Durch Spaniens Norden (VI)

von Alfons Markuske

Der Parador von Alcañiz im Süden der Region Aragon – im Mittelalter neben Kastilien das zweitwichtigste christliche Reich in Spanien – thront förmlich über der Stadt. Wie der Porkpie auf dem Haupte von Gene Hackman in „French Connection“. Ältere Kinogänger und Freunde von Gangsterfilmen werden sich des Streifens, der Anfang der 1970er Jahre unter dem deutschen Titel „Brennpunkt Brooklyn“ auch in hiesigen Lichtspielhäusern lief, gewiss erinnern.

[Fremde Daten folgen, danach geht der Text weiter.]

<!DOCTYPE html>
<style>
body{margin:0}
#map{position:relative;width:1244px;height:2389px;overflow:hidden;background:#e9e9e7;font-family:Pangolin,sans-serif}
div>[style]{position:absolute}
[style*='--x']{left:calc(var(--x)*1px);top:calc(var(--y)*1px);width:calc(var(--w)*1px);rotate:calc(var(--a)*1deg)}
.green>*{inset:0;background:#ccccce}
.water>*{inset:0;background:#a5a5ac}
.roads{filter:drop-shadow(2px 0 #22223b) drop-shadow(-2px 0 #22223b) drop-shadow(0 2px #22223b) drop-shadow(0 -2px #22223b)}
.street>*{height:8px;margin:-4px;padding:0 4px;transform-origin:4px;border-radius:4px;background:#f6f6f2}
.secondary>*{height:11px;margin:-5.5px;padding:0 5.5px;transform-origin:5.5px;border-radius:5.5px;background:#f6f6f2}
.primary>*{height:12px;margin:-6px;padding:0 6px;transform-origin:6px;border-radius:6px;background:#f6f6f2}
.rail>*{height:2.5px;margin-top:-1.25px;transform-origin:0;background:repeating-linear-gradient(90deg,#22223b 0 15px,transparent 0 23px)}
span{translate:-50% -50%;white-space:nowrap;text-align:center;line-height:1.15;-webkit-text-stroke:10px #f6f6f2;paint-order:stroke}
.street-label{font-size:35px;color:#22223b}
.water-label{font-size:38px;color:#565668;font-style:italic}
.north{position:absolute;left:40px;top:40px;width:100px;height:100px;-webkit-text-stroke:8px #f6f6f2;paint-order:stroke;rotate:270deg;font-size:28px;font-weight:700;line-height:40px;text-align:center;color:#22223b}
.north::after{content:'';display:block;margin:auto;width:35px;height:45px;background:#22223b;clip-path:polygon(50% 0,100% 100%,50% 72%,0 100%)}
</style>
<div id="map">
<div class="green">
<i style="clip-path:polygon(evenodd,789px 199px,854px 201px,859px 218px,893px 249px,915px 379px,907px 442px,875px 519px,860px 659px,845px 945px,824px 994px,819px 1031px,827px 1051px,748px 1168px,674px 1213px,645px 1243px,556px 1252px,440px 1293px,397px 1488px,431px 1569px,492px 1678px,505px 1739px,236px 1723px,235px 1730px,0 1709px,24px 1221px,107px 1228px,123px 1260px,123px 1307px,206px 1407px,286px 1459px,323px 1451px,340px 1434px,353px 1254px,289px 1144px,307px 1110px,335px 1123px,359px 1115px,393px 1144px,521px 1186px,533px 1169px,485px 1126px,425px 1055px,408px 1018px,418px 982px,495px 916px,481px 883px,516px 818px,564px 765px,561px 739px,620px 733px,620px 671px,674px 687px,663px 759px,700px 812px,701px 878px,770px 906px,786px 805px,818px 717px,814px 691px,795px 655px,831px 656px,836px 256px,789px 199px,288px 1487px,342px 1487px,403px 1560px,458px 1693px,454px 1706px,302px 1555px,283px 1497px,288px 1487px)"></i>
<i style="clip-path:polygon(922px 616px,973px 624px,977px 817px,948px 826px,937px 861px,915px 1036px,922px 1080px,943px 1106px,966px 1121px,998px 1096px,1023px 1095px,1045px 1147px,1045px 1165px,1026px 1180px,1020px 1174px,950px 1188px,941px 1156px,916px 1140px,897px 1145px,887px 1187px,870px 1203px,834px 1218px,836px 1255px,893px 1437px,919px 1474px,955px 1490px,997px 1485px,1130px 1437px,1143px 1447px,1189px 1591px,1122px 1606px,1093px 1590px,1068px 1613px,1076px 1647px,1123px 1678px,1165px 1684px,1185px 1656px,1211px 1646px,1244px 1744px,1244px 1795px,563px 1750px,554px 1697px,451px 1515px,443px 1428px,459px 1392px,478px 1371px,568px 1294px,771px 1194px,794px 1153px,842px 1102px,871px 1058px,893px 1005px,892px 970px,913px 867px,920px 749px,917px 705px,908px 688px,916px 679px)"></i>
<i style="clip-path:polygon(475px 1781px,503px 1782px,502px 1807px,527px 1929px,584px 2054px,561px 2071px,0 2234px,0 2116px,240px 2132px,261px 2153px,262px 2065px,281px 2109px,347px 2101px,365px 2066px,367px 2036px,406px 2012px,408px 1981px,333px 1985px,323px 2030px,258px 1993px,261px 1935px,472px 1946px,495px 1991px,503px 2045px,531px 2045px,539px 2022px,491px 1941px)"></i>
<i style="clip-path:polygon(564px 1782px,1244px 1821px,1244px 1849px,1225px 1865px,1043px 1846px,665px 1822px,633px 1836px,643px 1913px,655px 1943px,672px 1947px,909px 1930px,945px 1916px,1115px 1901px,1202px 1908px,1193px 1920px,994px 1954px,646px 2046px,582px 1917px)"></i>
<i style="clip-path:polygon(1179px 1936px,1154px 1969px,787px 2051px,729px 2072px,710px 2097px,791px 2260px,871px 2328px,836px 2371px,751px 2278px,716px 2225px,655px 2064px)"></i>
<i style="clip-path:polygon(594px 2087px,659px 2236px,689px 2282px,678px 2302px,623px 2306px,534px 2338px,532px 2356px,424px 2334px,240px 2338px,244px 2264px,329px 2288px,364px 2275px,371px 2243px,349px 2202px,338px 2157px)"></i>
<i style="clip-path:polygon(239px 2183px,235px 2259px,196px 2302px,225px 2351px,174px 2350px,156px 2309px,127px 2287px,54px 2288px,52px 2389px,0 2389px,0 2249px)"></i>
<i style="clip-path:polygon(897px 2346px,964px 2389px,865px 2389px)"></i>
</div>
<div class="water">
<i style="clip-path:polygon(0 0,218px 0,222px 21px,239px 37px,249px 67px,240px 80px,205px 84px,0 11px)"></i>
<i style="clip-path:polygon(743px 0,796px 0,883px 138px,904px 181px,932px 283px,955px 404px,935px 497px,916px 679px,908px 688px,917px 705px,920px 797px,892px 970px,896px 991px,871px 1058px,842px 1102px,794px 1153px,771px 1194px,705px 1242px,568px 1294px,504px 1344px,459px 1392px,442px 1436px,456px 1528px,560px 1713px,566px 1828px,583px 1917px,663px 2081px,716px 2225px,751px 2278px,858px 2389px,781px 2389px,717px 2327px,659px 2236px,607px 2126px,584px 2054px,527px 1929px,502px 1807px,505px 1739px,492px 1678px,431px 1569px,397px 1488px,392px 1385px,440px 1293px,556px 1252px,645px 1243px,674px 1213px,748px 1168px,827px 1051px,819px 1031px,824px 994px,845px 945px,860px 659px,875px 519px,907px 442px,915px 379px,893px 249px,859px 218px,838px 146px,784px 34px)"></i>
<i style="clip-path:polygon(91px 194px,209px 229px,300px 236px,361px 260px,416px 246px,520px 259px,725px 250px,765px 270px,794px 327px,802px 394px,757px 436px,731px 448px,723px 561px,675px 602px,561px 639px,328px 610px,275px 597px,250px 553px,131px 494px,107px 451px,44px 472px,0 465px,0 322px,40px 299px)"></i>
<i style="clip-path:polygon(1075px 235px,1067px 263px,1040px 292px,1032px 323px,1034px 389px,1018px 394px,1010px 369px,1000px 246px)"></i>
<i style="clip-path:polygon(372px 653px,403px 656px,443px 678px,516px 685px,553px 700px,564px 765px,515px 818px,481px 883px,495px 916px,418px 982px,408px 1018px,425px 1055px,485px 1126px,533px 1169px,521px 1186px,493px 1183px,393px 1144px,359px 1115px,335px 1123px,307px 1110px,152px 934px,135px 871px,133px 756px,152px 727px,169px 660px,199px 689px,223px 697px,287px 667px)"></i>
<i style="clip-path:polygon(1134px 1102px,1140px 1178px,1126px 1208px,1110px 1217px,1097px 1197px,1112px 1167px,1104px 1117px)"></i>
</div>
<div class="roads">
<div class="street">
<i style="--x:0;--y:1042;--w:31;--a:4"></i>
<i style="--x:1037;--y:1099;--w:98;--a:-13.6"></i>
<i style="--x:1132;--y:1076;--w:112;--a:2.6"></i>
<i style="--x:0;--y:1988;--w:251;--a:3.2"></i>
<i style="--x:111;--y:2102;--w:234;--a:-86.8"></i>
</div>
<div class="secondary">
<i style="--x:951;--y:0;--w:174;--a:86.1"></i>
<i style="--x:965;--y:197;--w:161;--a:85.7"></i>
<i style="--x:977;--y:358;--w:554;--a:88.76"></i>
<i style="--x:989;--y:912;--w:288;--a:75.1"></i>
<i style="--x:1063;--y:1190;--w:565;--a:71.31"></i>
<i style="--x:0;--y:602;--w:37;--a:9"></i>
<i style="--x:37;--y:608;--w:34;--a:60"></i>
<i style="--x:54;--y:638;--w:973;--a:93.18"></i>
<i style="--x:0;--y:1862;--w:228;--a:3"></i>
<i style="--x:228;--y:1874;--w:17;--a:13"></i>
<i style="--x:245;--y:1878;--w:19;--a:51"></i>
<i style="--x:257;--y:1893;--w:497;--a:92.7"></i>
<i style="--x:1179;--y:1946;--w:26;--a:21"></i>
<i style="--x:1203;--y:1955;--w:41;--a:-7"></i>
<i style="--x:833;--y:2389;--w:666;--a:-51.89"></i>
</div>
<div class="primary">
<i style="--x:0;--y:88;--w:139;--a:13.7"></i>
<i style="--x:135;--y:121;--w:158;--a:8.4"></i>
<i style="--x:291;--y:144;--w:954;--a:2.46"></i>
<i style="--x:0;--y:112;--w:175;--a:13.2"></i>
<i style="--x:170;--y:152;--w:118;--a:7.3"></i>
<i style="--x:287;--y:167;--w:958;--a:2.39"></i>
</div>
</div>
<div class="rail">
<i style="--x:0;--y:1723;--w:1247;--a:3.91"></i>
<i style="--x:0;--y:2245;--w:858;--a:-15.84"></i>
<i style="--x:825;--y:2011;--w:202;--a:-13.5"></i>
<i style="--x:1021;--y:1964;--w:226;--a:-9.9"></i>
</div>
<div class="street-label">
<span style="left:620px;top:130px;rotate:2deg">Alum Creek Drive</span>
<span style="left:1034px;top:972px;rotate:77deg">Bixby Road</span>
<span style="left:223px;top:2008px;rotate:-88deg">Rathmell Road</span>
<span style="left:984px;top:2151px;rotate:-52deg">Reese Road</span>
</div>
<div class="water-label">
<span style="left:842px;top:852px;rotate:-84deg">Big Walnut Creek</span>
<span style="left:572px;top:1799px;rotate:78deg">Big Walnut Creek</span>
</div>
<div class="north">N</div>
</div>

Der Porkpie von Alcañiz auf der Spitze des die Stadt überragenden sogenannten Pui Pinos-Hügels hingegen ist eine nach der Rückeroberung des Ortes von den Mauren im Jahre 1157 zum Schutz gegen diese vom Calatrava-Orden errichtete Burganlage, eine der trutzigsten in ganz Aragon. Der im zwölften Jahrhundert gegründete (und bis heute existente) Militärorden katholischer Prägung, der schon in seiner Frühzeit ein eigenes Heer von 20.000 Mann auf die Beine stellte, spielte eine wichtige Rolle im Rahmen der spanischen Reconquista, des Rollbacks der maurischen Herrschaft.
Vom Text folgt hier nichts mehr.